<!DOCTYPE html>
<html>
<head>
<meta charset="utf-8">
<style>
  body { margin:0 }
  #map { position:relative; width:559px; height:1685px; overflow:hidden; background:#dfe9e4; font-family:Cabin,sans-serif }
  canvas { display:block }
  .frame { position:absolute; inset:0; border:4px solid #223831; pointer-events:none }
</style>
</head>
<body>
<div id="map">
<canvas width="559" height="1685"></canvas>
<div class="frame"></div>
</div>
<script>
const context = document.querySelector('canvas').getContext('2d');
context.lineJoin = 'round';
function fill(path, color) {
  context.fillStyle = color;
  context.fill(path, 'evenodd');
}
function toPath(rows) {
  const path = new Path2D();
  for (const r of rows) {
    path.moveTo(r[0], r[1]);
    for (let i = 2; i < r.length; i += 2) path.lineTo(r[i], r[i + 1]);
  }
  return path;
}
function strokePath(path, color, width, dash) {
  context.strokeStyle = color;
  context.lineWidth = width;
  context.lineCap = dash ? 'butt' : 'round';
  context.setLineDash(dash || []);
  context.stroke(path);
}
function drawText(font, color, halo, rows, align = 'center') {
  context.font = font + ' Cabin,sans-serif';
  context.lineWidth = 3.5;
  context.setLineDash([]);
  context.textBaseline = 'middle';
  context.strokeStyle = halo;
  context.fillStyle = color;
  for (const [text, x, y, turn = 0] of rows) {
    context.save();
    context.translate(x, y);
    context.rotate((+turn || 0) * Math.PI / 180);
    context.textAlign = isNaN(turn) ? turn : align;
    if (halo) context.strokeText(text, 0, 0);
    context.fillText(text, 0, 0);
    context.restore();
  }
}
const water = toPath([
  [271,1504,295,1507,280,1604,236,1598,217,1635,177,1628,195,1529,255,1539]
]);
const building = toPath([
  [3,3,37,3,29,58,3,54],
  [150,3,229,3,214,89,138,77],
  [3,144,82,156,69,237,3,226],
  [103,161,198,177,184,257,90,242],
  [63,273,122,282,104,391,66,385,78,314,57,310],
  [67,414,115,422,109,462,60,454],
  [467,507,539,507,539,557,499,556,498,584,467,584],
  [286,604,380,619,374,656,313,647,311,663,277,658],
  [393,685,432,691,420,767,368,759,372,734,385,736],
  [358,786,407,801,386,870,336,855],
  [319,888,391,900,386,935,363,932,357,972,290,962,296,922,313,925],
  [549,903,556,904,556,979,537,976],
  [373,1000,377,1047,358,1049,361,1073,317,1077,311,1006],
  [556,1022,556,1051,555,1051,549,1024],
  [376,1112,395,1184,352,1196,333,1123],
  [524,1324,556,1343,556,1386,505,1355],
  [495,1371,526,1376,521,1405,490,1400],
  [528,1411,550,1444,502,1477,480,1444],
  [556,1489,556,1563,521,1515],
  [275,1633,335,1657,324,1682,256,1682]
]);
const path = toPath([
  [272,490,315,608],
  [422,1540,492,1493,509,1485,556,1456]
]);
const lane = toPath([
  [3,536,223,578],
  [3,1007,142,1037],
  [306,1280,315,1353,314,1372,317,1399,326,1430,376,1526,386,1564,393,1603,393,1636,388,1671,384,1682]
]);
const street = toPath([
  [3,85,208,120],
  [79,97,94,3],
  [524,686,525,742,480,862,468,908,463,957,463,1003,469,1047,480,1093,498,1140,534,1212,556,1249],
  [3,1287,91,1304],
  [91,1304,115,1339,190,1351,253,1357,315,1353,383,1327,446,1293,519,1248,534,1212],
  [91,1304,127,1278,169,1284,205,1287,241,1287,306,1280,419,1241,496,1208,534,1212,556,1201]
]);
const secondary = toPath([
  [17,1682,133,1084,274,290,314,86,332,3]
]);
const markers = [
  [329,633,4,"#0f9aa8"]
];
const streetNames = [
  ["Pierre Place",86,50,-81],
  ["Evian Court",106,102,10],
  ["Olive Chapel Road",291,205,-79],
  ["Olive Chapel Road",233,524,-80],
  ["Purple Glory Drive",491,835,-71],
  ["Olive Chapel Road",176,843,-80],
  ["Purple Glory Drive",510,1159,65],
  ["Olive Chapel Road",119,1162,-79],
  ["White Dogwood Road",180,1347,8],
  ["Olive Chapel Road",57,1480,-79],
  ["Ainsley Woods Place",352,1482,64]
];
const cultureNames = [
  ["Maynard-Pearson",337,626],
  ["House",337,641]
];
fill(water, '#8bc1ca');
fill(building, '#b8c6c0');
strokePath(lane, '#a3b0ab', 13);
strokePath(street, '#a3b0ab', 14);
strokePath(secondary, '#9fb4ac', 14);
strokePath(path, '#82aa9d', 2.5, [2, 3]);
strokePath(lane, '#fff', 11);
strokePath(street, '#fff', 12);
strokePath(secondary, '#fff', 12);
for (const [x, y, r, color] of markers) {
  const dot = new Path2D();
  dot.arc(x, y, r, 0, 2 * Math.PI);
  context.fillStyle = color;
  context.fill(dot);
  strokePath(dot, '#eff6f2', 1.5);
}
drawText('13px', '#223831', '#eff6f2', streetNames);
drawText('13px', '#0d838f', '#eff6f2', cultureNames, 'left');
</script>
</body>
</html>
◇ ◇ ◇ ◇
» WHAT NEEDS TO BE DONE: Among the lines of the material, find those that hold the word "setLineDash" and copy them.

» TASK OUTPUT:
  context.setLineDash(dash || []);
  context.setLineDash([]);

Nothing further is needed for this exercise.